Tuesday, December 20, 2011
The Polar Express
I'm reminded of the time I was sitting on the couch with my nephew Justice watching "The Polar Express". He was probably too young to remember the experience, but I'll never forget what it felt like to sit down with him watching that particular movie. It was an awesome memory, because he was so happy and excited with the music and dancing... and when he saw Santa Claus in the movie he was so excited and jumping around. Pointing at Santa Claus and it just made me feel so good to watch him being so excited. However, for me it made me remember what it felt like to be a child watching a movie like that. I remember all the emotions I felt as a child watching Christmas movies, and being excited about the Holiday Season. All the gifts, presents, decorations, and how happy that particular time in my life was. Now that I'm 33 yr old and no longer a child, I'm always having to fight with my own emotions when it comes to the holidays. And I have to find a way to hold onto to the Christmas Season the best I know how. Living alone doesn't always provide me with the added emotions and support I need in order to make the holidays what I want it to be.

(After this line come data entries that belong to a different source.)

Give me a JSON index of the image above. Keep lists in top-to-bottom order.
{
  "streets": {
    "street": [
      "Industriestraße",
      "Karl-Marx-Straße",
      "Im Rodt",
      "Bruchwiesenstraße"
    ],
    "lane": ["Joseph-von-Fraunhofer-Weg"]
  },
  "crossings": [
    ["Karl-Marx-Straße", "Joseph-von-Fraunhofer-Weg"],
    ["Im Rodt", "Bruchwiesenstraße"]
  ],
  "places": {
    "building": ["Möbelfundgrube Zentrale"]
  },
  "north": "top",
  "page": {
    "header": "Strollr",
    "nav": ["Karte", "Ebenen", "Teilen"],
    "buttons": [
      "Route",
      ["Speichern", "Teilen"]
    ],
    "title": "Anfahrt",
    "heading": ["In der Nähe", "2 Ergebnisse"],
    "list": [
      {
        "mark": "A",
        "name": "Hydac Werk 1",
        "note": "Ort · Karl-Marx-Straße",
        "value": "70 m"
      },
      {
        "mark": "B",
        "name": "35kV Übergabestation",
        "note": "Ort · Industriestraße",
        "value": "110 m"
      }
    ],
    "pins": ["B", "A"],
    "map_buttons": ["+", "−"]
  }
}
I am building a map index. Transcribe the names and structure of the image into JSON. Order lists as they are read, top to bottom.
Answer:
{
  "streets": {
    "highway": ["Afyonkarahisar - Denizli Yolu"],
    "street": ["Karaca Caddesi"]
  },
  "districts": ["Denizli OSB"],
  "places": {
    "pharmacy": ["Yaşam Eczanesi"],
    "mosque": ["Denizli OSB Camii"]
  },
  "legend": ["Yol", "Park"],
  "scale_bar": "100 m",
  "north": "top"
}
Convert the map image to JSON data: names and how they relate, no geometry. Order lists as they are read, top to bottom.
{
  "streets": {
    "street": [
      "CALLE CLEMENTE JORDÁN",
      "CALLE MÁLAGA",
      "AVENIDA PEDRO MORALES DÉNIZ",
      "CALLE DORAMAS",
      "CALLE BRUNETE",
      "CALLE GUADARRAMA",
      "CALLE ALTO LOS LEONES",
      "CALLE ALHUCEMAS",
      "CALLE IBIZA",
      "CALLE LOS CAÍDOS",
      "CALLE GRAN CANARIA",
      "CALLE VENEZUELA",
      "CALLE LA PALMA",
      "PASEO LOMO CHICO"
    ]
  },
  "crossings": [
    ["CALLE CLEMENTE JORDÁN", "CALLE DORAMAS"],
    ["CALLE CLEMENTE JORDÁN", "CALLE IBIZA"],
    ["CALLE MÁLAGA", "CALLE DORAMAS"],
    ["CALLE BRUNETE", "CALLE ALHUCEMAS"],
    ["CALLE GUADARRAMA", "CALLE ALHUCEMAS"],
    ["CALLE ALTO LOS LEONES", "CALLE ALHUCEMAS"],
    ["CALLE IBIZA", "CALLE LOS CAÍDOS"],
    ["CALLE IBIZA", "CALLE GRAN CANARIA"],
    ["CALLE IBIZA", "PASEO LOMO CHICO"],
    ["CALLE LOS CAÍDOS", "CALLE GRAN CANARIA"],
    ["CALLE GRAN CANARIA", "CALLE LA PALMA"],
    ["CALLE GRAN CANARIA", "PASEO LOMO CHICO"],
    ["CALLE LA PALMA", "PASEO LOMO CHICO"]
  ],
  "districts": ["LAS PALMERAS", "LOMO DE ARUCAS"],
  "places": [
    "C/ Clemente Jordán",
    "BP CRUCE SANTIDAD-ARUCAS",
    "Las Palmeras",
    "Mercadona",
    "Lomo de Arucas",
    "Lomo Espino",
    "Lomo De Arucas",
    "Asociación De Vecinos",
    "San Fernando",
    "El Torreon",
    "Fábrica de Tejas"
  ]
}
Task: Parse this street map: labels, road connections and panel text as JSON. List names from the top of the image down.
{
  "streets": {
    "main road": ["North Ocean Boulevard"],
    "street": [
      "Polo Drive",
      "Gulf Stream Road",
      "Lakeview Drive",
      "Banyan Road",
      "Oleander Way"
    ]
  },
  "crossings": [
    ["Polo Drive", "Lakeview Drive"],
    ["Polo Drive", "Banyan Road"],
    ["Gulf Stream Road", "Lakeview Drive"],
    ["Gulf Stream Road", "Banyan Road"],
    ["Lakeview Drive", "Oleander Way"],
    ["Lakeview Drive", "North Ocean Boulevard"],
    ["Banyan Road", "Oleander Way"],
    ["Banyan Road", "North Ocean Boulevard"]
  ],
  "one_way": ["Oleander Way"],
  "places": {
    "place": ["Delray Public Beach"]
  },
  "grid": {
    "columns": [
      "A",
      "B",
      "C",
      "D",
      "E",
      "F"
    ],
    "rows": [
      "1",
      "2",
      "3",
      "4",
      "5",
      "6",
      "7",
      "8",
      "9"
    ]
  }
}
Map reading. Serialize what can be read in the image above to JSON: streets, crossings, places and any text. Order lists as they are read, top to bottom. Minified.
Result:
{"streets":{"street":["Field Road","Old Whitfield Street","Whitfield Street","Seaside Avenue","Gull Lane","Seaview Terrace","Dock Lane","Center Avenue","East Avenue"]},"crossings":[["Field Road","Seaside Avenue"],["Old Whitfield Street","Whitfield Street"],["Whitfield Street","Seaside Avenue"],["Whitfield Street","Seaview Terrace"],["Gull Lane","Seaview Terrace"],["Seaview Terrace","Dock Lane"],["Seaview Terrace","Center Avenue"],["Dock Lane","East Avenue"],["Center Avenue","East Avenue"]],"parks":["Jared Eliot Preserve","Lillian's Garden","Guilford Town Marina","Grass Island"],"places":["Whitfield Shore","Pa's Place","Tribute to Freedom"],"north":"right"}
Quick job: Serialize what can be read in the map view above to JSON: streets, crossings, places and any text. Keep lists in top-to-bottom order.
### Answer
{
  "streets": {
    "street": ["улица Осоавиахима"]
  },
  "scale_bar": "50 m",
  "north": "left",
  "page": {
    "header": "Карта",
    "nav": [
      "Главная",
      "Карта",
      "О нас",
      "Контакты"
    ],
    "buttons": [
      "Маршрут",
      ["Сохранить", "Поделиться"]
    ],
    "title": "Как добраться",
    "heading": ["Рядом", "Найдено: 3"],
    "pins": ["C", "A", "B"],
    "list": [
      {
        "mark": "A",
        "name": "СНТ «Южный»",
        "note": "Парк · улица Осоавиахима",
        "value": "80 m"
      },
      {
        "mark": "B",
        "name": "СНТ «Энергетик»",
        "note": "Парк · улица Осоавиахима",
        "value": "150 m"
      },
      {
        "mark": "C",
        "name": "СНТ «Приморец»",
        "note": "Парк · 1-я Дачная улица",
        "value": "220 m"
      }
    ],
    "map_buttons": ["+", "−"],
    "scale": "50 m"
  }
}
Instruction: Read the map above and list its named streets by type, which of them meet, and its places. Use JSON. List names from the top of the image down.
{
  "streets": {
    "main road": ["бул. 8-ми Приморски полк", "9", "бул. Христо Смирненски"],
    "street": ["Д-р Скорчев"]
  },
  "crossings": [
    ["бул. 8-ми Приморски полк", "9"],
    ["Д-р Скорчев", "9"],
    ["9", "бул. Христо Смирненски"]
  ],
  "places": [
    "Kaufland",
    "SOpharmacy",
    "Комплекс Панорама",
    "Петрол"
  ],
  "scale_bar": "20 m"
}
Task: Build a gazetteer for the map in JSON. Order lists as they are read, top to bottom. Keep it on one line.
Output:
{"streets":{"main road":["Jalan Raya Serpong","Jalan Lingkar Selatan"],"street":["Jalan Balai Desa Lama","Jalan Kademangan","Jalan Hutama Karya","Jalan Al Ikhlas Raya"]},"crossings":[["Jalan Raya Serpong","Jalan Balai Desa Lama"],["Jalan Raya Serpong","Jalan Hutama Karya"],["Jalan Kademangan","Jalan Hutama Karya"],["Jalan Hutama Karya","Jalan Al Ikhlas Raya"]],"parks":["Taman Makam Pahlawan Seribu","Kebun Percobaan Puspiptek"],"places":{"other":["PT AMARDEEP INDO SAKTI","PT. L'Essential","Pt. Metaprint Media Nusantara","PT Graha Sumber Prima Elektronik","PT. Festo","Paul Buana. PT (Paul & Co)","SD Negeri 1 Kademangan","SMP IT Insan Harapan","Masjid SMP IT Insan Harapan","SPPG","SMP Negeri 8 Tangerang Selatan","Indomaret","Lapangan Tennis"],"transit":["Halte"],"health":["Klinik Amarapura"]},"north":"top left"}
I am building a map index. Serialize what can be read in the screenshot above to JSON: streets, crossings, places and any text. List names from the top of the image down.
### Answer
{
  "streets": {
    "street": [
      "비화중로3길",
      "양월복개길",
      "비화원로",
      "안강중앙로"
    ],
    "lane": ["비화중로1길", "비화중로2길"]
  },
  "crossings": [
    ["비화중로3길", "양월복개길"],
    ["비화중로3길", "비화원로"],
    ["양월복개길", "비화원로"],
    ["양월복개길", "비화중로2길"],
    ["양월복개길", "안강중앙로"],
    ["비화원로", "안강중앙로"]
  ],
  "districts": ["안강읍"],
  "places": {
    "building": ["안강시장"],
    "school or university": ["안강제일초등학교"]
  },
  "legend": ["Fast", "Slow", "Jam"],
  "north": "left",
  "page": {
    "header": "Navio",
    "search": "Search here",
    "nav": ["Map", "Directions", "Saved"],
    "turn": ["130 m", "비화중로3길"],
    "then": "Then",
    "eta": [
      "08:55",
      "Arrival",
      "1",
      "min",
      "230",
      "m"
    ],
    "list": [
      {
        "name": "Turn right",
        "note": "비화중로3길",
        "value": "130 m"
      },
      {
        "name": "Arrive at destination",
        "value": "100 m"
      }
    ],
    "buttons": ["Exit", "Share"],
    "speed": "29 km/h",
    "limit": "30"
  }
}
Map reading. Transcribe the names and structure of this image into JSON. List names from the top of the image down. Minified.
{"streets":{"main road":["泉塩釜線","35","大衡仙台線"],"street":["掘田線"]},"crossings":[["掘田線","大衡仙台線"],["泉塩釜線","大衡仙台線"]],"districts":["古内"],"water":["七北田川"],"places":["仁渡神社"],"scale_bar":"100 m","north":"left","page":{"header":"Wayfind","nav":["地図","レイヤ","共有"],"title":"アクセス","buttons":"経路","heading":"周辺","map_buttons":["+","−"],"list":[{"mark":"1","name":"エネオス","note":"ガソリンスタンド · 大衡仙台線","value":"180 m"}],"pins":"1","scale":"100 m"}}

This year, I've been too broke to decorate my apartment or do all the things I'd love to do during the holiday's. And as much as I wish I could spend more time with my family, I know that I can only spend so much time with them this year. Christmas has always been about family and friends... and I'm not around them everyday so for some reason it just doesn't feel like Christmas, in fact I can't say I feel anything by choice anymore. I just want to be near my nephews on Christmas Eve, having fun with them and enjoying their company. Because its their time to enjoy Christmas, it's their time to enjoy The Polar Express. But I'll admit, that movie just makes me bawl uncontrollably... makes me wonder how I'll feel when I'm around my own children during the Christmas Season. There is truly something awesome and emotional about The Polar Express, the movie just takes me to a place when elements in my life were easier and not so complicated.